Liquidation of an organization is a direct basis for the dismissal of employees at the initiative of the employer (clause 1, part 1, article 81 of the Labor Code of the Russian Federation). The norm applies unconditionally - restrictions on the dismissal of certain categories of employees (pregnant women, on maternity leave) and related circumstances (vacation, sick leave, presence of another vacancy) do not apply. It is not necessary to obtain the employee’s consent, nor is it necessary to obtain special approval of the issue from the trade union organization.

The procedure for dismissal during liquidation of an organization: step-by-step instructions

The dismissal procedure due to termination of the employer’s activities involves the following stages:

  1. The adoption by the authorized body of a legal entity of a decision on the voluntary liquidation of an organization or the issuance of a court decision on forced liquidation.
  2. Appointment of a liquidator or creation of a liquidation commission.
  3. Preparing a liquidation plan is not a mandatory procedure, but is widely practiced to simplify and speed up the completion of all liquidation measures.
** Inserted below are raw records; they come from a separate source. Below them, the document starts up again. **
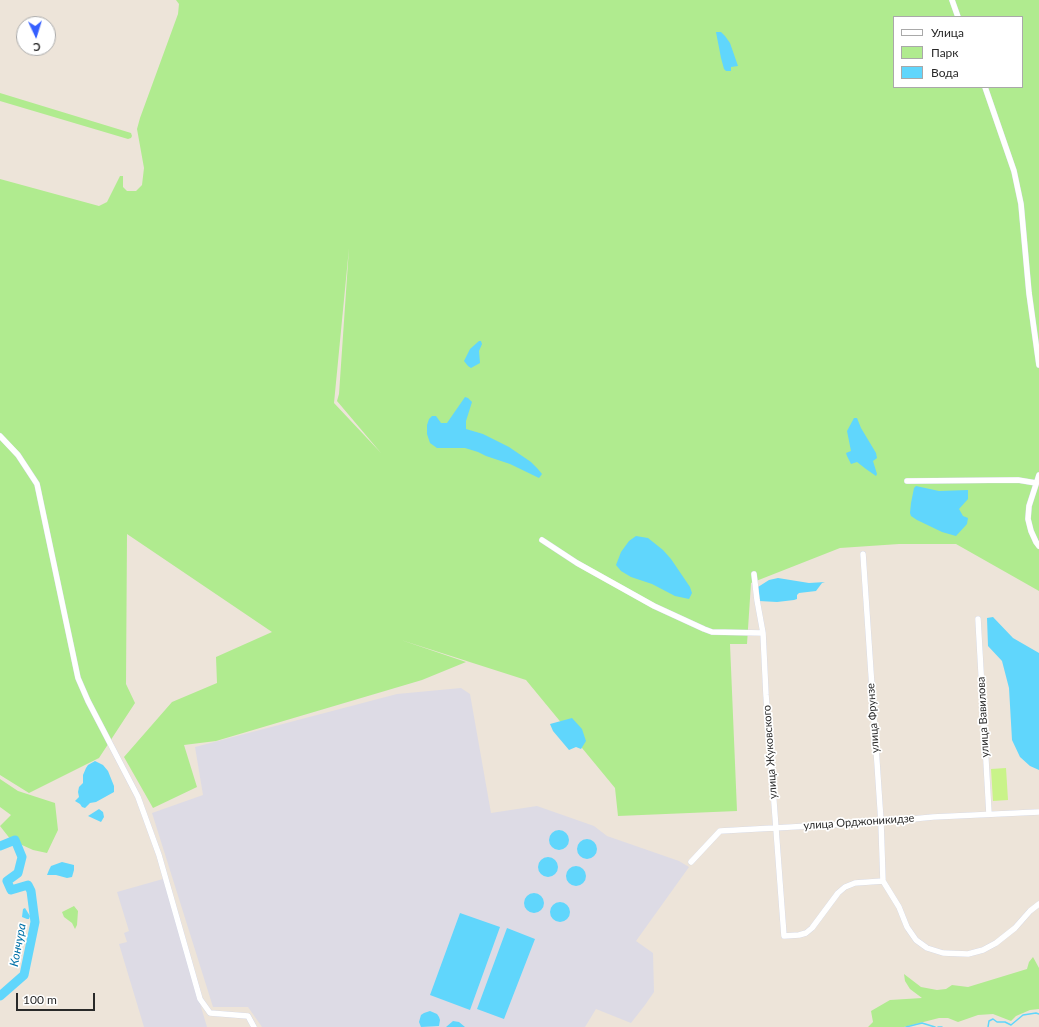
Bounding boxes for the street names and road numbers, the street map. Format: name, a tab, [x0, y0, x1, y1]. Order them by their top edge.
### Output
street label: улица Вавилова	[974, 676, 992, 758]
street label: улица Фрунзе	[864, 683, 882, 753]
street label: улица Жуковского	[760, 705, 780, 799]
street label: улица Орджоникидзе	[803, 812, 915, 832]

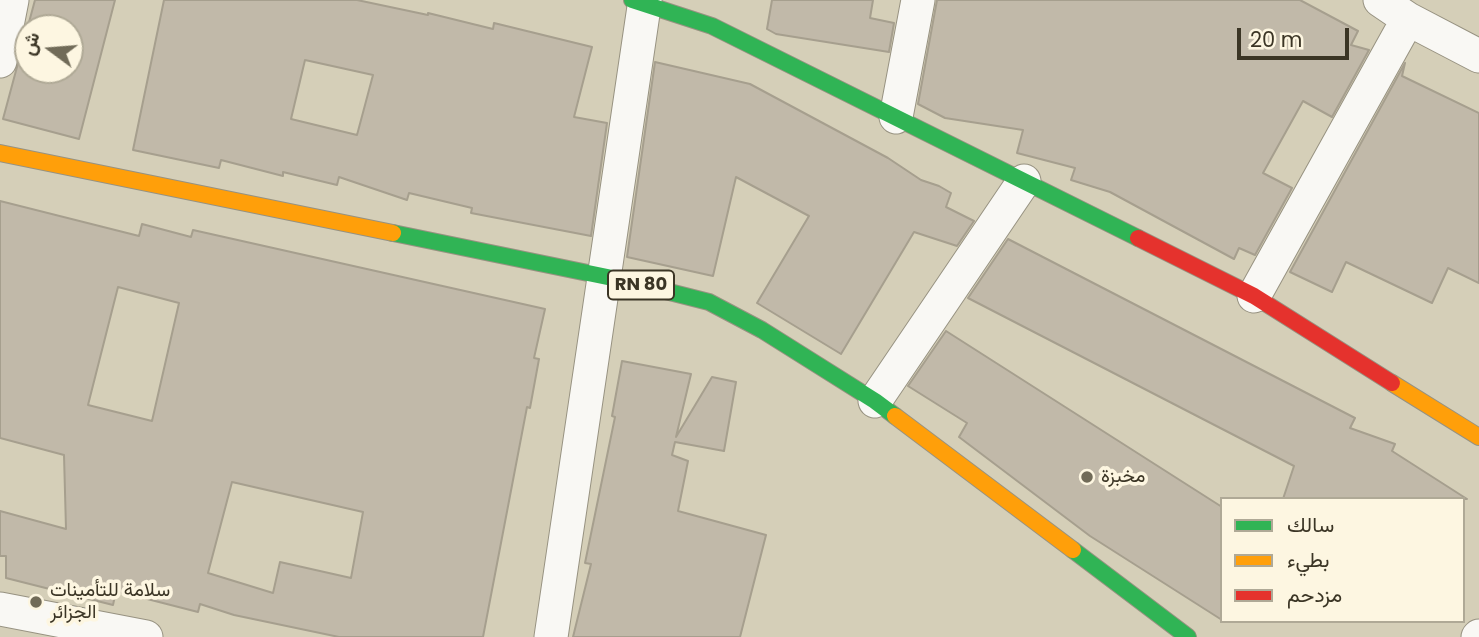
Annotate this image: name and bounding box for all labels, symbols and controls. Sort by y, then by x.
north arrow [14,14,84,84]
scale bar [1241,14,1353,58]
text: 20 m [1250,25,1303,54]
text: ش [14,29,46,58]
road number: RN 80 [608,270,674,300]
place label: مخبزة [1101,466,1145,488]
marker: مخبزة [1079,469,1095,485]
legend [1220,497,1465,623]
text: سالك [1287,510,1334,539]
text: بطيء [1287,545,1330,574]
place label: سلامة للتأمينات الجزائر [50,580,170,624]
text: مزدحم [1287,580,1342,609]
marker: سلامة للتأمينات الجزائر [28,594,44,610]

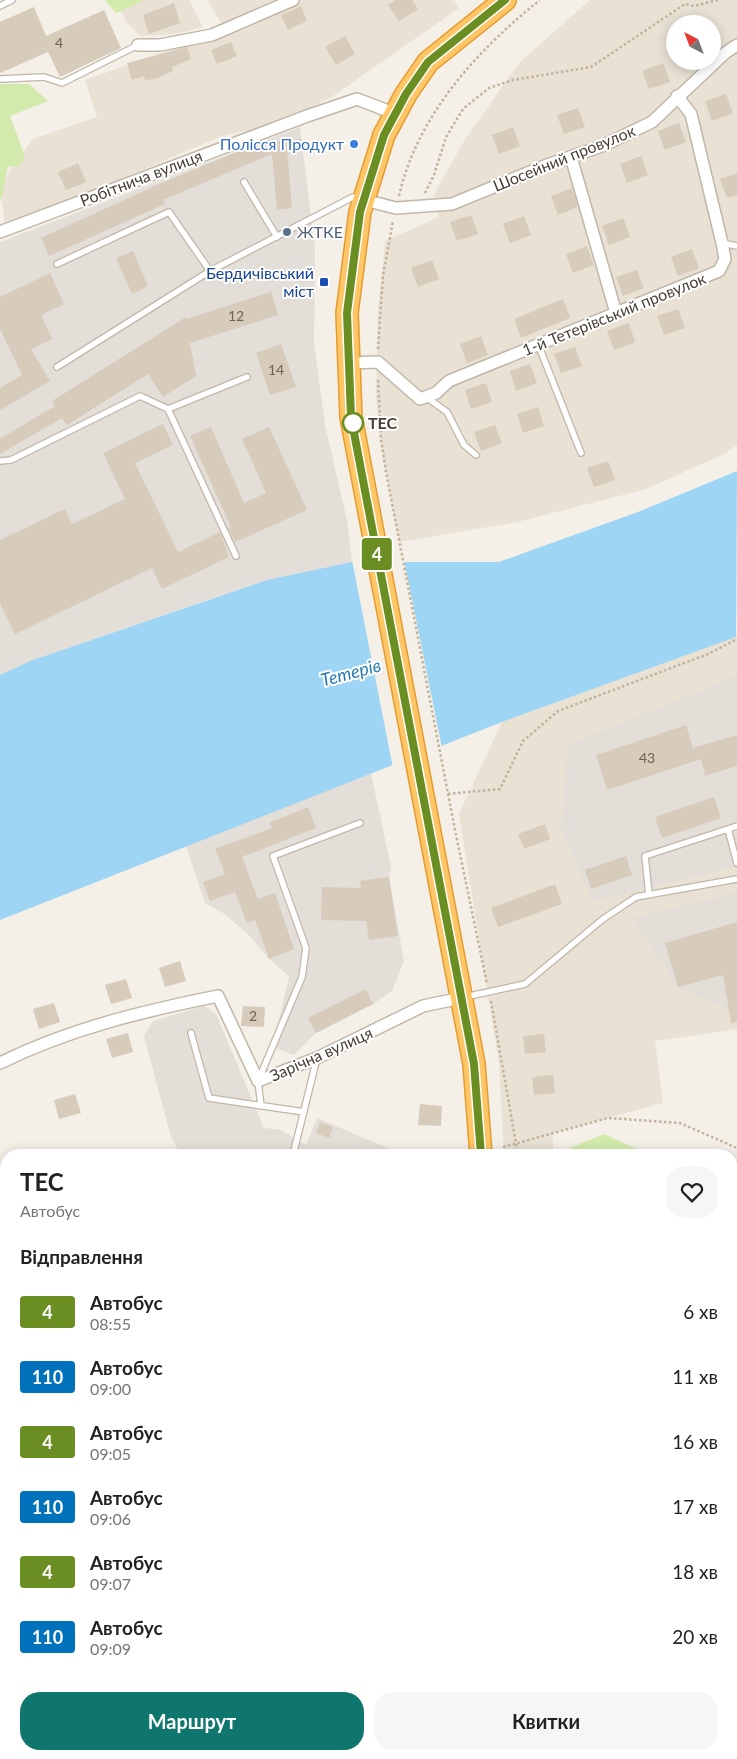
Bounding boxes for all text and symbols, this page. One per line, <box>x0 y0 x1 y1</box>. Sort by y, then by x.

The plan traditionally includes a clause on the dismissal of the organization’s employees and settlements.
  4. Preparation of a dismissal plan - for cases where there are many employees, dismissal is planned gradually, when it is necessary to postpone the dismissal of some hired employees (manager, accountant, members of the liquidation commission, etc.). The dismissal can take place in one day, but usually some employees need to be retained for a longer period of time. In this case:
  • everyone is notified of the dismissal at once, but with the expectation that the organization will be able to liquidate quickly enough;
  • some employees are notified later, but in such a way as to comply with the timing and order of all procedures;
  • They plan to dismiss everyone in one day, but after dismissal, civil contracts are concluded with the necessary employees until the completion of liquidation measures (it is advisable to agree on the issue in advance and ensure readiness for such a relationship).
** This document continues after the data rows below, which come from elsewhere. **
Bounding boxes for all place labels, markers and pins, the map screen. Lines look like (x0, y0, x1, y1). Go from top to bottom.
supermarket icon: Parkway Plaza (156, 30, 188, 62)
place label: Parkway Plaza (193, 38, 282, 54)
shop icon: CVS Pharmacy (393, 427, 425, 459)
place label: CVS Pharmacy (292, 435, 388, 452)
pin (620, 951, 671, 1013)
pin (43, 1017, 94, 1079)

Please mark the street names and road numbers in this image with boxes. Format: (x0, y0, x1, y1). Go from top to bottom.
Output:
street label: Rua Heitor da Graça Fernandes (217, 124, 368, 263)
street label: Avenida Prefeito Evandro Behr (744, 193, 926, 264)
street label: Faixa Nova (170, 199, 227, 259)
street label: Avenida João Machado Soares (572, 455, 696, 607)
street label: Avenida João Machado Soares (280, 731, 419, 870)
  1. In accordance with the legislation on trade union organizations, upon liquidation of a legal entity, notification of the trade union and negotiations with it regarding the rights and interests of members of the trade union organization are required. The notification must be sent at least 3 months before the upcoming liquidation of the legal entity. Often, holding these events is a mere formality, since the union cannot in any way block the termination of the organization's activities or prohibit dismissal. Usually, all issues come down to the need to comply with the procedure for dismissing employees and making all payments due to them in full.
  2. Preparation and sending to each employee a notice of upcoming dismissal due to liquidation. In this case, they are guided by the decision to terminate activities and clause 1 of Part 1 of Art. 81, part 2 art. 180 Labor Code of the Russian Federation. The timing of notification is not strictly regulated, but it is imperative to maintain a minimum 2-month interval between notification and dismissal. Distribution or delivery of notices is carried out in such a way that the employer, if necessary, can confirm that the employee received the information. Usually notifications are handed over against signature - the most effective method confirmation of fulfillment of duties.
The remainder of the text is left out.